→ **DATA EXTRACT**:

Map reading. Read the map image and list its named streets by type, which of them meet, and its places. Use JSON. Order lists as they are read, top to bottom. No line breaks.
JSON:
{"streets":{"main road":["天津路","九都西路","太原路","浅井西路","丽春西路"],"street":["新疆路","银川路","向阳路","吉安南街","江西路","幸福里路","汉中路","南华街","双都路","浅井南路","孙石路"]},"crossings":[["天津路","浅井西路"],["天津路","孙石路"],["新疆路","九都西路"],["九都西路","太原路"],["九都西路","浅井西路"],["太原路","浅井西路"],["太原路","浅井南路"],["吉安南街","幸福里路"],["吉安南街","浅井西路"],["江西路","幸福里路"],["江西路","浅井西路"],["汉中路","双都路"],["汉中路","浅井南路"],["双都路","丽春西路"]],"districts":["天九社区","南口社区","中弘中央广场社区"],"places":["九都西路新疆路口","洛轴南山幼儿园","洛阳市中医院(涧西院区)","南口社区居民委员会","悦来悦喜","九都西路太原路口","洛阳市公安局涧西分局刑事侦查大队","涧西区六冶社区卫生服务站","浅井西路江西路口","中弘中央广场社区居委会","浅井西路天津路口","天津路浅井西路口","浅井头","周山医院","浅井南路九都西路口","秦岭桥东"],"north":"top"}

→ **TRY IT**: Set down every line of the listing again, exactly.

→ **ANSWER SECTION**:
Map reading. Read the map image and list its named streets by type, which of them meet, and its places. Use JSON. Order lists as they are read, top to bottom. No line breaks.
JSON:
{"streets":{"main road":["天津路","九都西路","太原路","浅井西路","丽春西路"],"street":["新疆路","银川路","向阳路","吉安南街","江西路","幸福里路","汉中路","南华街","双都路","浅井南路","孙石路"]},"crossings":[["天津路","浅井西路"],["天津路","孙石路"],["新疆路","九都西路"],["九都西路","太原路"],["九都西路","浅井西路"],["太原路","浅井西路"],["太原路","浅井南路"],["吉安南街","幸福里路"],["吉安南街","浅井西路"],["江西路","幸福里路"],["江西路","浅井西路"],["汉中路","双都路"],["汉中路","浅井南路"],["双都路","丽春西路"]],"districts":["天九社区","南口社区","中弘中央广场社区"],"places":["九都西路新疆路口","洛轴南山幼儿园","洛阳市中医院(涧西院区)","南口社区居民委员会","悦来悦喜","九都西路太原路口","洛阳市公安局涧西分局刑事侦查大队","涧西区六冶社区卫生服务站","浅井西路江西路口","中弘中央广场社区居委会","浅井西路天津路口","天津路浅井西路口","浅井头","周山医院","浅井南路九都西路口","秦岭桥东"],"north":"top"}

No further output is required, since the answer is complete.